Assignment: As the answer, give every line of the records that includes the word "blocks".

*** Block opens ***

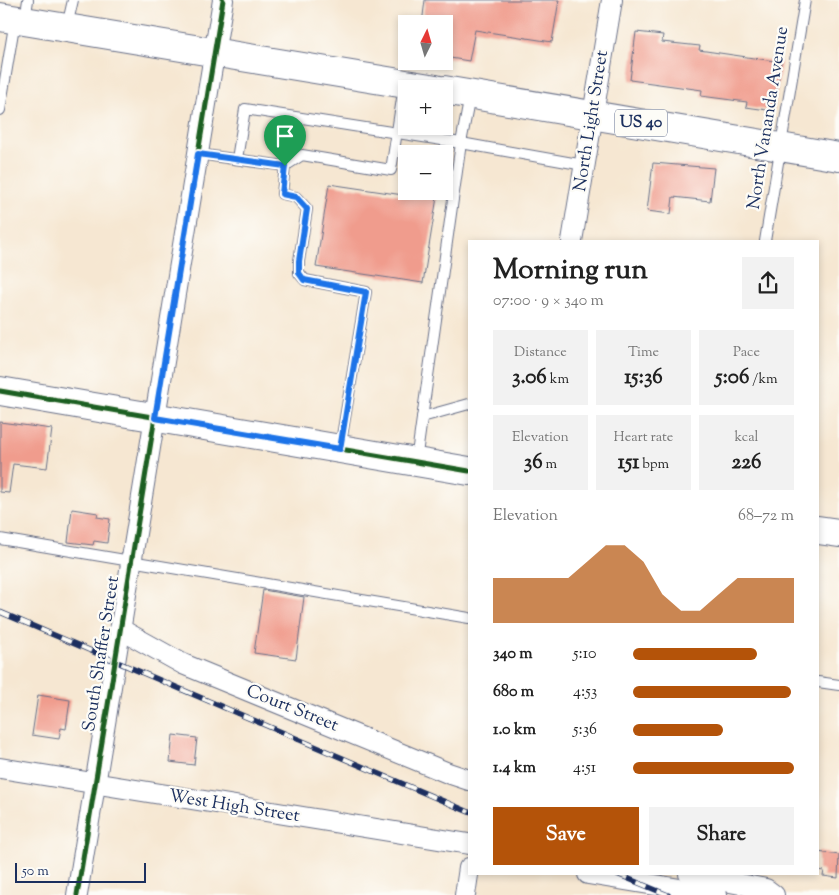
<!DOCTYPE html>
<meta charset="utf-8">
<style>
body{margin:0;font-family:"Sorts Mill Goudy",serif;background:#f2f2f2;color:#222;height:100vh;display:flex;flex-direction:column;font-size:19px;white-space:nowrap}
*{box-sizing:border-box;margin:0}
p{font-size:16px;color:#767676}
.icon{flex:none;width:28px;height:28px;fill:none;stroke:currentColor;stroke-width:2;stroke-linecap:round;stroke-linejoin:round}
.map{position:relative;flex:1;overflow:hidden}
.panel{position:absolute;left:468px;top:240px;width:351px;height:635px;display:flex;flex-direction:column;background:#fff;border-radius:0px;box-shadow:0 2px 8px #0003}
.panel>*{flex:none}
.needle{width:32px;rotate:5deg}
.buttons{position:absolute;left:398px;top:15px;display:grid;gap:10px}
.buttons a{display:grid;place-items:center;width:55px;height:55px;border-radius:0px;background:#fff;box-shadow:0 2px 8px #0003;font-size:25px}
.scale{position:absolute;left:15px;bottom:12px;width:131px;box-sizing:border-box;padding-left:5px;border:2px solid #1b2f5e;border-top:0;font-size:14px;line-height:18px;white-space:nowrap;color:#1b2f5e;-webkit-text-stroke:4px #fdfcf7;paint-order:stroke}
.pin{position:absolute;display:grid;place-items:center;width:42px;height:42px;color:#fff;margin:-51px -21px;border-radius:50% 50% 50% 0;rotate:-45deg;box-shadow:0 0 5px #0007}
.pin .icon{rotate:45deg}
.round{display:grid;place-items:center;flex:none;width:52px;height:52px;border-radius:0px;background:#f2f2f2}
.headline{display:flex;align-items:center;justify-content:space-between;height:85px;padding:0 25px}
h1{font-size:28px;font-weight:700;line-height:38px}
.stats{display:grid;grid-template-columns:repeat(3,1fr);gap:8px;height:85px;padding:5px 25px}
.stats div{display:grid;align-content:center;border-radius:0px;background:#f2f2f2;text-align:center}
.stats b{font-size:21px;font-weight:700}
.stats small{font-size:14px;font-weight:400}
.stats p{font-size:14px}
.chart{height:140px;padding:10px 25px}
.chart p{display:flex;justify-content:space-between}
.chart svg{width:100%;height:90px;margin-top:5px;fill:#b45309;opacity:.7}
.action{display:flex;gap:10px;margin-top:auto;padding:10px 25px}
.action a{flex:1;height:58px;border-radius:0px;background:#b45309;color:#fff;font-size:20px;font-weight:700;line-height:58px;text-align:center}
.action a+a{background:#f2f2f2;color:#222}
ul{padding:0 25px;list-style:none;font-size:16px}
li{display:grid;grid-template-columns:80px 60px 1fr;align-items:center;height:38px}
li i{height:12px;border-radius:6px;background:#b45309}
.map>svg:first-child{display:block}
.building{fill:#f09c8d}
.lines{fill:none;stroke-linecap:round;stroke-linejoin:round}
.lane-casing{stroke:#686f87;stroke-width:12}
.street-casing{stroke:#686f87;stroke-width:22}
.secondary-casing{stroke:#686f87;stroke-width:30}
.primary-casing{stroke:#686f87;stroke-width:30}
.lane{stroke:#fff;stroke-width:10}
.street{stroke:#fff;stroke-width:20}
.secondary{stroke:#fff;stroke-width:28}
.primary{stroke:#fff;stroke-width:28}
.rail-casing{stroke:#1b2f5e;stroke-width:5.5}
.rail{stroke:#fdfcf7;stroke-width:4;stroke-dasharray:11;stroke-linecap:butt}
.cycleway-casing{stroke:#fdfcf7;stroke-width:8}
.cycleway{stroke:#1b5e20;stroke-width:5}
.route-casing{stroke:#fff;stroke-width:10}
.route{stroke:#1a73e8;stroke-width:6}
.labels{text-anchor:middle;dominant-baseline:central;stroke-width:4.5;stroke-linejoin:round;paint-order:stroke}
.shield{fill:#fdfcf7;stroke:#5f6c8c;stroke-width:1}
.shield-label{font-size:16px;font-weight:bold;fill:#1b2f5e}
.street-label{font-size:18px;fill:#1b2f5e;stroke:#fdfcf7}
</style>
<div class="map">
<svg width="839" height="895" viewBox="0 0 839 895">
<rect width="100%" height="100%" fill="#fdfcf7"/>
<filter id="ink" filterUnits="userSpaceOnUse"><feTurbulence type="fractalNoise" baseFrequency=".02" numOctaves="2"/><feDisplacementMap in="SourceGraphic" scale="10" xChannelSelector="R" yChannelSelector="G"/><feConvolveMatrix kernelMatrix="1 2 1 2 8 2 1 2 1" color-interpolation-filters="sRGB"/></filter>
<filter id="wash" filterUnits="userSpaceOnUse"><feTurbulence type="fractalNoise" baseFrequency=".0096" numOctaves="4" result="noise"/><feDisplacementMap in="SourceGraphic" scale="20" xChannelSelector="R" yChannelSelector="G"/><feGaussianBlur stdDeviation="1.12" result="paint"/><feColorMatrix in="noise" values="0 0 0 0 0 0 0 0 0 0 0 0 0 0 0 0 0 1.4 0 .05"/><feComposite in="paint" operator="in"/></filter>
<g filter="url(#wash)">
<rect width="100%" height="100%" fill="#f6e7d2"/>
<g id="blocks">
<g class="building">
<polygon points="425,0 559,0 552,42 475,30 469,61 444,57 444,24 422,24"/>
<polygon points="636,32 663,35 662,42 700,46 699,50 781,62 774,111 746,107 747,102 701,96 702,90 630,80"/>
<polygon points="653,163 714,168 710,201 673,197 671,214 647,211"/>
<polygon points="329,184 403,195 403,191 438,191 423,283 316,267"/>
<polygon points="0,422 52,429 47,468 13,464 9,493 0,492"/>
<polygon points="72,509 98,513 97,517 110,519 107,543 94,541 93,545 68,542"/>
<polygon points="263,590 304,597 296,659 254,653"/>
<polygon points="38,695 70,700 66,729 61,728 59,739 32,735"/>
<polygon points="173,735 197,738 194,765 170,762"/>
<polygon points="818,852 839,855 838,878 823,876 824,871 818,870"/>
</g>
</g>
</g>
<g filter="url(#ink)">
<use href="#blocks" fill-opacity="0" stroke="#686f87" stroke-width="1"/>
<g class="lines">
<defs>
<g id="lane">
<polyline points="25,20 28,0"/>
<polyline points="67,26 73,0"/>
<polyline points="0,110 15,20"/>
<polyline points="198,154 285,166 302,155 391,170 404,86"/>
<polyline points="237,159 245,109 461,143 470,96"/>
<polyline points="285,166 282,194 296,197 307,209 299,261 299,273 305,280 366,292 340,448"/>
<polyline points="765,241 805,0"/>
<polyline points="422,417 469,404"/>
<polyline points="416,461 461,143 584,165"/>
<polyline points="0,539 469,618"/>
<polyline points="818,682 839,685"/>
</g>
<g id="street">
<polyline points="572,241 612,0"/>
<polyline points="120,629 183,664 448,773 469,780"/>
<polyline points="0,768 469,844"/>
<polyline points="588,874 717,895"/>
<polyline points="689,874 766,889 774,895"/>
<polyline points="77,895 223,0"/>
<polyline points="465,895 469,868"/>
</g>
<g id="secondary">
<polyline points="0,391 469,471"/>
<polyline points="818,530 839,533"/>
</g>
<g id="primary">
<polyline points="0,17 436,89"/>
<polyline points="444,90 839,157"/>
</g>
</defs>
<use href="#lane" class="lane-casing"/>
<use href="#street" class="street-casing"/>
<use href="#secondary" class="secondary-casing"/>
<use href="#primary" class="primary-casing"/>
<use href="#lane" class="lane"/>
<use href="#street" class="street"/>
<use href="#secondary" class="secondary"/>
<use href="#primary" class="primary"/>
<defs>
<g id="rail">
<polyline points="0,612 469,812"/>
<polyline points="617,874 668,895"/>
</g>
</defs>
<use href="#rail" class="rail-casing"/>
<use href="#rail" class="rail"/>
<defs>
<g id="cycleway">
<polyline points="0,391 469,471"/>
<polyline points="77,895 223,0"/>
</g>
</defs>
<use href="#cycleway" class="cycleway-casing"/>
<use href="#cycleway" class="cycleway"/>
</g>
</g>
<g class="lines" filter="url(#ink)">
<defs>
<polygon id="route" points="198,154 285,166 282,194 296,197 307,209 299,261 299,273 304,280 366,292 340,449 155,418"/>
</defs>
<use href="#route" class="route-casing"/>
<use href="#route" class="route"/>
</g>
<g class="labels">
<rect class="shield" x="615" y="109.5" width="52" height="27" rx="4"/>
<g class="shield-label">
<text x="641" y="123">US 40</text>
</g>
<g class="street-label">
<text transform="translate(769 118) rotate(-81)">North Vananda Avenue</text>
<text transform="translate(592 121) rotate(-81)">North Light Street</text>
<text transform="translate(102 654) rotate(-81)">South Shaffer Street</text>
<text transform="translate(292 709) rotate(22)">Court Street</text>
<text transform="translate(234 807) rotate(9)">West High Street</text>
</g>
</g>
</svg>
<div class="buttons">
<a><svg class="needle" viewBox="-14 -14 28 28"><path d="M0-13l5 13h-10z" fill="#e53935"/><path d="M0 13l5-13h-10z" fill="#767676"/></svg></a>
<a>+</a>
<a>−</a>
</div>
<div class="scale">50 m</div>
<div class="pin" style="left:285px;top:166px;background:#1e9e55"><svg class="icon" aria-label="arrive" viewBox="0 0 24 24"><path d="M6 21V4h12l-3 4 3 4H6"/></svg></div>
<section class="panel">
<div class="headline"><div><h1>Morning run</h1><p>07:00 · 9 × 340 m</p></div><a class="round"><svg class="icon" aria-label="share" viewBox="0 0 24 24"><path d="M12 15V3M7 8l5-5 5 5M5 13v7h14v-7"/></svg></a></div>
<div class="stats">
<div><p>Distance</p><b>3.06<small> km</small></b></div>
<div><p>Time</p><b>15:36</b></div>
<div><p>Pace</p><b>5:06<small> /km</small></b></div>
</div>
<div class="stats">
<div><p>Elevation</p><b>36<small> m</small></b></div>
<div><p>Heart rate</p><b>151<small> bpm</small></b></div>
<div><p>kcal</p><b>226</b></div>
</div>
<div class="chart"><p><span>Elevation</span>68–72 m</p>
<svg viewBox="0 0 160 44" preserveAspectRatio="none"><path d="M0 44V22L10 22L20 22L30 22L40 22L50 14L60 6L70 6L80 14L90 30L100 38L110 38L120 30L130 22L140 22L150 22L160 22V44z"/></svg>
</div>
<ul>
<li><b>340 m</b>5:10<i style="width:77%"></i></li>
<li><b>680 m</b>4:53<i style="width:98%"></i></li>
<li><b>1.0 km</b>5:36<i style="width:56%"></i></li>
<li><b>1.4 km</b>4:51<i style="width:100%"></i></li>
</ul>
<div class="action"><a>Save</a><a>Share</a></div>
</section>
</div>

*** Block closes ***

Completed task:
<g id="blocks">
<use href="#blocks" fill-opacity="0" stroke="#686f87" stroke-width="1"/>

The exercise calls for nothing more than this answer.